Home to forty-some kids just as lost as I'd been. The one piece of my garbage life I'd die to protect.
"You're free to refuse." Dorian pocketed his phone, thumb sliding across the screen with lazy menace. "Just know that if you don't sign, tomorrow at nine, the bank forecloses on Harlow's property."
"Wonder which rat-infested group home those forty kids will get dumped into?"
My jaw clenched so hard my molars ground together.
I stared at that face. The same face I'd taken thirteen stitches above my eye to protect from street thugs. The same face I'd swallowed half a broken tooth for, choking it down with my own blood.
"You're threatening me with an orphanage?"
I lunged forward, grabbed his lapels, and slammed him against the metal locker behind him.
The impact rang out like a gunshot. My right fist rose, knuckles bone-white.
"Dorian, you're a complete piece of shit."
He didn't even blink. His eyes fixed on my suspended fist, a smug smile playing at his lips—
Then a light, mocking laugh cut through the violent tension like a knife through silk.
Bianca Devereux sauntered in. Brand-new pink custom fight gear, limited-edition sneakers without a scuff mark.
No calluses. No bruises. Not even excess muscle definition. She was clean in a way that didn't belong in this blood-and-sweat-soaked underground arena.
She walked straight between us. She didn't spare a glance at my fist hovering inches from breaking someone's nose.
Instead, she reached out and casually brushed aside the arm I had twisted in Dorian's collar, then linked her own arm through his like she owned him.
As she pressed against him, a diamond necklace swung out from her collarbone, catching the harsh fluorescent light.
I stared at that center stone.
Last month, on my birthday, Dorian had personally promised to have it custom-made for me in Paris. Now it hung around another woman's neck.
"Dorian, still negotiating?" Bianca leaned on his shoulder, tone as casual as ordering takeout. "Valkyrie, don't blame him. I know it's embarrassing to take a dive for me tonight, but Daddy said if the ref raises my hand, he'll double his investment tomorrow."
"Everybody wins. Just think of it as working for your sponsor. Go out there, take a fall, no big deal."
She absently twirled a strand of golden hair around her finger, the movement causing that diamond necklace to catch the light again, throwing blinding refractions.
"Work for you two?"
The muscles in my face twitched. I didn't waste another word. I took a hard step forward.
Bianca's fake composure shattered instantly. She gasped and ducked behind Dorian.
"Cut it out, Valkyrie!" Dorian shoved my shoulder, forcing me back.
I didn't fight it. Watching him shield her sent acid clawing up my throat.
"Fine."
I dropped my head, bit down on the loose end of the hand wrap with my teeth, and yanked the binding tight around my knuckles with one hand. The velcro tore with a harsh rip.
"I'll do it."
Dorian visibly relaxed. He smoothed the wrinkles in his collar, slipping back into that false composure.

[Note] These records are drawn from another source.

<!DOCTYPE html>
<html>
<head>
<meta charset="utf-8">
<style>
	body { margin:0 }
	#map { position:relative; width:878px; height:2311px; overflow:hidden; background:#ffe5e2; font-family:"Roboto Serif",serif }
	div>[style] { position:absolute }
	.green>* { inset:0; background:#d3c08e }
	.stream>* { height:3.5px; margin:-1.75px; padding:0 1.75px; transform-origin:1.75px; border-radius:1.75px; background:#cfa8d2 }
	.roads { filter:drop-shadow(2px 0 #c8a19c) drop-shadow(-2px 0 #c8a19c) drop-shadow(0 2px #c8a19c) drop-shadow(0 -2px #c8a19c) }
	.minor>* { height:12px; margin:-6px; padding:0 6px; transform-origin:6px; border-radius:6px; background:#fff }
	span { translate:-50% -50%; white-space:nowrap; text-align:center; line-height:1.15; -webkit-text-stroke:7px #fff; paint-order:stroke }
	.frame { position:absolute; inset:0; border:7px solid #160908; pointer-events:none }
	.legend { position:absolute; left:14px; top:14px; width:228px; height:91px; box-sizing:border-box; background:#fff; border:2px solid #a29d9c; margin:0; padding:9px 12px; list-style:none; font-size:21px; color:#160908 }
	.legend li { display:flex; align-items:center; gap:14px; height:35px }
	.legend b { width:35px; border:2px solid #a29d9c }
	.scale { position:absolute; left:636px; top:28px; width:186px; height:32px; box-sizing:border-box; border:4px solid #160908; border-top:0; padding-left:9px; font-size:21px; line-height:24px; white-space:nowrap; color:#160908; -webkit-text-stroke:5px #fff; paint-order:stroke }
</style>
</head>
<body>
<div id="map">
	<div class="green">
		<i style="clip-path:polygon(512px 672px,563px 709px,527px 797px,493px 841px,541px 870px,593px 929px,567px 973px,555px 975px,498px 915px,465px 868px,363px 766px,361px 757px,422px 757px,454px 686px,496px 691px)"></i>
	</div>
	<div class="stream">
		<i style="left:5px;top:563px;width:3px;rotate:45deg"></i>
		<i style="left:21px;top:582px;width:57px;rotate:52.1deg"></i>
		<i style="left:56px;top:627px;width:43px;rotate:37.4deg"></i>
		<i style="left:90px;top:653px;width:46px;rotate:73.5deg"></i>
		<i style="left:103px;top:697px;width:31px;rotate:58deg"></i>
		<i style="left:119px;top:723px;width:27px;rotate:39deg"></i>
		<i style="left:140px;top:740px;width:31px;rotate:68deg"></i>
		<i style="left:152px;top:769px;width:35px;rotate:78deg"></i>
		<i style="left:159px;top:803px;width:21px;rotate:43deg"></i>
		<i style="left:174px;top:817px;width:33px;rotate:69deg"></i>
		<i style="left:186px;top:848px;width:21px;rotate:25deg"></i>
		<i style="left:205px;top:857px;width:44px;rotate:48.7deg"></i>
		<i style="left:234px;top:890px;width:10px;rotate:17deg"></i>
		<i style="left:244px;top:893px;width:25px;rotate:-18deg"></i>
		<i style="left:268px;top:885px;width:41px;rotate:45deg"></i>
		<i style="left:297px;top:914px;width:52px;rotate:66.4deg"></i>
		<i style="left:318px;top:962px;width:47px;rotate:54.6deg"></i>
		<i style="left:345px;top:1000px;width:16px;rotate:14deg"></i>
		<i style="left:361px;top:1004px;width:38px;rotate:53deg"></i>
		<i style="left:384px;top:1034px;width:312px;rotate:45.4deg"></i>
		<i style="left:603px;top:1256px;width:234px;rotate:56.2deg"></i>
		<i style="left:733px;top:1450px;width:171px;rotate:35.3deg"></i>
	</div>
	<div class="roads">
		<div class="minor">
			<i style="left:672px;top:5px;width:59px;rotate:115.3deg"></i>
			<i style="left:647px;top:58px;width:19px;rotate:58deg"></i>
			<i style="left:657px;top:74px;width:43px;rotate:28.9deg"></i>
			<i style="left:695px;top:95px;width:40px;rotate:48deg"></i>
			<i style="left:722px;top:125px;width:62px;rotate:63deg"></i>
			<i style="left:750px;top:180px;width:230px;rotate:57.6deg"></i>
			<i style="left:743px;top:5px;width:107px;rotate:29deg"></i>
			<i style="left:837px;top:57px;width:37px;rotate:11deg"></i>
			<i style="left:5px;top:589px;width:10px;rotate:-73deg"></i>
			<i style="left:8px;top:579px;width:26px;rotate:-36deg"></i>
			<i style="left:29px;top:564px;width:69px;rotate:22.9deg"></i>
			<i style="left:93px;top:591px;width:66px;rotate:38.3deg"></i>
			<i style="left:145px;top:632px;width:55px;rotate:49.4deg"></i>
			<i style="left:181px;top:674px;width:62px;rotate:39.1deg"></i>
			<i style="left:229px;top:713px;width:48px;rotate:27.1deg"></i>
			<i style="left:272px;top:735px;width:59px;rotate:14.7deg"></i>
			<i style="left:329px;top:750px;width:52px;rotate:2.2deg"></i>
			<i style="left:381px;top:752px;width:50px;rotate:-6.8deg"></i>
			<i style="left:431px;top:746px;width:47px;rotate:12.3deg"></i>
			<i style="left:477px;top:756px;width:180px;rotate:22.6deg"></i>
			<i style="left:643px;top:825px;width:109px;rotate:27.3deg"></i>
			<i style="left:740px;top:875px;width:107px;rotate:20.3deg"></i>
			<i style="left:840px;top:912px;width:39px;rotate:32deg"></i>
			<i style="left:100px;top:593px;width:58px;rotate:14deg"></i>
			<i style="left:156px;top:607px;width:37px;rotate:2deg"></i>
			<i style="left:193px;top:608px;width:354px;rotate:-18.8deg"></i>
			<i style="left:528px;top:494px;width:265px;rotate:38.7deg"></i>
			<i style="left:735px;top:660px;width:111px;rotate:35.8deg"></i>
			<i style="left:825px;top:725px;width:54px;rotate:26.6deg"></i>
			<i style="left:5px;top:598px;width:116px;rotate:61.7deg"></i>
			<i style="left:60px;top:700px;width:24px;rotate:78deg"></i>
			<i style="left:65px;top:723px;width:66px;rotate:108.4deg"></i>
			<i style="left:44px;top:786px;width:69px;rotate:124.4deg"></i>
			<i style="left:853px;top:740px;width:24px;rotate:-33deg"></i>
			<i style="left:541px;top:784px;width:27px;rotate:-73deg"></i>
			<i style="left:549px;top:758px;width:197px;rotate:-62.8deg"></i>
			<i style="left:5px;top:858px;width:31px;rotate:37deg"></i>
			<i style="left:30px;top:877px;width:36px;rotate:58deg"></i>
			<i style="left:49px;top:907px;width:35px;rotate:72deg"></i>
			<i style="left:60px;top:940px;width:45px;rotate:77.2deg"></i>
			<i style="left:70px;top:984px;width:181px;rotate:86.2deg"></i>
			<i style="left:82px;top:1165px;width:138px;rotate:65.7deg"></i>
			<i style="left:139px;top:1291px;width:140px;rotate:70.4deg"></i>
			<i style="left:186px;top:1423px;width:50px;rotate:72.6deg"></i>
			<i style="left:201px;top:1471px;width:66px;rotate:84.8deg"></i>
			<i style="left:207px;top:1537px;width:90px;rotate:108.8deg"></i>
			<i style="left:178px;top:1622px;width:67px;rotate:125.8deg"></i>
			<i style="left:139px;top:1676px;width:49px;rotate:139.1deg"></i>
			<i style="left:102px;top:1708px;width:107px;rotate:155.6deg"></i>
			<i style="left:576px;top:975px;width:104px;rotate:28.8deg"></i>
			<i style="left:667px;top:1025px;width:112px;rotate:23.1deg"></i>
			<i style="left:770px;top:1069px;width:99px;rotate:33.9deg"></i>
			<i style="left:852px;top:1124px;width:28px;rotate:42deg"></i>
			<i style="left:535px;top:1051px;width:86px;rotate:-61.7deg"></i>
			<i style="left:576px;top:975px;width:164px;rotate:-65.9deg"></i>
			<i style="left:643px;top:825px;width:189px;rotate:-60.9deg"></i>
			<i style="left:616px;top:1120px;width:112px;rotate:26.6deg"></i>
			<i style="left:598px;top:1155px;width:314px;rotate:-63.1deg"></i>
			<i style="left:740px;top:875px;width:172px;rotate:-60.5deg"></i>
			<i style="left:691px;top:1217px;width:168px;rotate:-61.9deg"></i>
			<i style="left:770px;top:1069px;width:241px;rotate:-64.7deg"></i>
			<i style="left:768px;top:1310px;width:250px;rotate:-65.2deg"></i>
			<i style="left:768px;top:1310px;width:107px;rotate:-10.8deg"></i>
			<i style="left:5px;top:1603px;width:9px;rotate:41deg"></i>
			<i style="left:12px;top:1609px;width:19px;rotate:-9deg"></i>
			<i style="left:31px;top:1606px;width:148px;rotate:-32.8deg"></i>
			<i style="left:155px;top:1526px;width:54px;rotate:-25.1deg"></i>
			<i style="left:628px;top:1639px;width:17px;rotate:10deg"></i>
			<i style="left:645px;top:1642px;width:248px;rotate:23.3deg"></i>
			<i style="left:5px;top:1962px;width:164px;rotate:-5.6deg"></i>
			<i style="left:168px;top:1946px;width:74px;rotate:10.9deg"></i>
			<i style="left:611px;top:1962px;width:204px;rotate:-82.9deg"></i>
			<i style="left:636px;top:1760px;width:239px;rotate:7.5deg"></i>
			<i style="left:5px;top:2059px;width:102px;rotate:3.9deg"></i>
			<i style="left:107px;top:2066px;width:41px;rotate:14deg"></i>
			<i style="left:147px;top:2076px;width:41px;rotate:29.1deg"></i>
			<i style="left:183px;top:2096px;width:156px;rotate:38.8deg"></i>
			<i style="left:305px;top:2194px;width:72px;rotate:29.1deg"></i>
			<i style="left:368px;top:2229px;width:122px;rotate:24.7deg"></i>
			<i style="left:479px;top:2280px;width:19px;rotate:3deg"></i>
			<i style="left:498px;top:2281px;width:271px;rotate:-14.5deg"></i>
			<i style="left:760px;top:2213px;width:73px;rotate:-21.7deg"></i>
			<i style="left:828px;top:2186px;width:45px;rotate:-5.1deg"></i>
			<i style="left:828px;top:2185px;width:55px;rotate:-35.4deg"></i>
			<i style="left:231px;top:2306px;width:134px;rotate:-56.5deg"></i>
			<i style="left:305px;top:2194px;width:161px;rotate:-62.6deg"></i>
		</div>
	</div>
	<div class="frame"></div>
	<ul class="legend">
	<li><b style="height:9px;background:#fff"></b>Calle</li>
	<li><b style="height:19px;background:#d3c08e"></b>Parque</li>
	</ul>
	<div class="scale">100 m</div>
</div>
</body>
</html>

"That's more like it. Just go down tonight like a good girl, and the foreclosure on Harlow gets canceled immediately. Once things cool down, I'll arrange a proper retirement ceremony for you—"
"Don't bother."
I turned, ripped the metal nameplate off my locker door—the symbol marking me as Iron Throne's top fighter.
I didn't even look at it. Just tossed it at Dorian's feet. It clattered across the concrete like scrap metal.
"After tonight," I stared at the doorway, voice arctic, "you, me, and this rotten outfit—we're through. For good."
Without another word, I slammed my shoulder into his and strode out of the locker room.